Il club bianconero celebra la ricorrenza sul proprio sito internet ricordando che, “se la Signora del pallone ancora oggi stazione al vertice del calcio, è anche grazie a lui“. L’Avvocato guidò la Juve per sette anni, fino al 1954, conquistando due scudetti.

ALCUNE DELLE SUE CITAZIONI PIU’ FAMOSE:

  • La Juve è per me l’amo­re di una vita intera, motivo di gioia e orgoglio, ma anche di delusione e frustrazione, comunque emozioni forti, come può dare una vera e infinita storia d’amore.
  • La Juventus rappresenta, per chi ama la Juventus, una passione, uno svago… e qualche cosa la domenica. Noi abbiamo cercato di dare a loro il migliore spettacolo possibile e anche molte soddisfazioni.
  • Nei momenti difficili, c’è sempre nel mio subconscio qualcosa a cui mi appello, e questo è il motivo per cui la Juventus ha vinto anche oggi.
  • Perché la Juventus, dopo già un secolo di storia, è diventata una leggenda.
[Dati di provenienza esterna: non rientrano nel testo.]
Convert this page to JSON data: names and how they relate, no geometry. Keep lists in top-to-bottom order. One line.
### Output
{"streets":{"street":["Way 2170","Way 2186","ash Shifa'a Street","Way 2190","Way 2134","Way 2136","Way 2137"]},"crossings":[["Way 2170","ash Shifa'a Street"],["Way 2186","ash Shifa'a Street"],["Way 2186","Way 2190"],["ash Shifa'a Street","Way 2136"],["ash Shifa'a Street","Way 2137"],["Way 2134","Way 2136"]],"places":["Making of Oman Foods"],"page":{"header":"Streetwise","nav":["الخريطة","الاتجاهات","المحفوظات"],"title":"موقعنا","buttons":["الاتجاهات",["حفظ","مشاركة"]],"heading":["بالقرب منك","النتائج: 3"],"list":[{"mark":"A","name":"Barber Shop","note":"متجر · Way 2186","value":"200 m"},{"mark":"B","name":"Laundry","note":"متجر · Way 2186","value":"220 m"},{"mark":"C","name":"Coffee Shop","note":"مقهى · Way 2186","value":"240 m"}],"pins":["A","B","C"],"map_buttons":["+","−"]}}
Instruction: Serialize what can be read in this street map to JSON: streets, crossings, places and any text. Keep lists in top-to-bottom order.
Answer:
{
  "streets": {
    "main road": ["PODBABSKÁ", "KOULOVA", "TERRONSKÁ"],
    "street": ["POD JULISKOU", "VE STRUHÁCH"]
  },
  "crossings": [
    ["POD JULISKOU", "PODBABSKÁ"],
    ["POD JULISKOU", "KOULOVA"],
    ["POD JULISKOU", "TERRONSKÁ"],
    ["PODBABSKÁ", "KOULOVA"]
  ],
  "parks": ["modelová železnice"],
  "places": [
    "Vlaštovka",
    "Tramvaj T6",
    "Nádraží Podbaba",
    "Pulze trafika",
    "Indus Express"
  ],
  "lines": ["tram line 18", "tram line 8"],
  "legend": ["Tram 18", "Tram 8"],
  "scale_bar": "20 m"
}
Una leggenda che è sorta in un liceo di Torino e che ha finito per conquistare nove, dieci milioni di tifosi in Italia e, certo, altrettanti all’estero con un nome, una maglia e dei colori conosciuti in tutto il mondo.

Un’intera esistenza dedicata a lei, sette anni da Presidente. Per l’Avvocato, come la gente e i tifosi lo hanno conosciuto, la Juve è sempre stata una lezione di vita, oltreché un momento insostituibile di gioia e divertimento. Ebbene, se Giovanni Agnelli ha legato il suo nome a quello della Juventus per tutta una vita, è esattamente 68 anni fa che ne assumeva in prima persona la presidenza.

I suoi rapporti con la Juventus, che nel corso della vita gli ha regalato 41 successi,risalgono al 1935, quando scomparve il padre dopo l’epoca d’oro dei cinque scudetti consecutivi. Edoardo venne eletto presidente per acclamazione, mentre il nonno era dichiarato sostenitore bianconero.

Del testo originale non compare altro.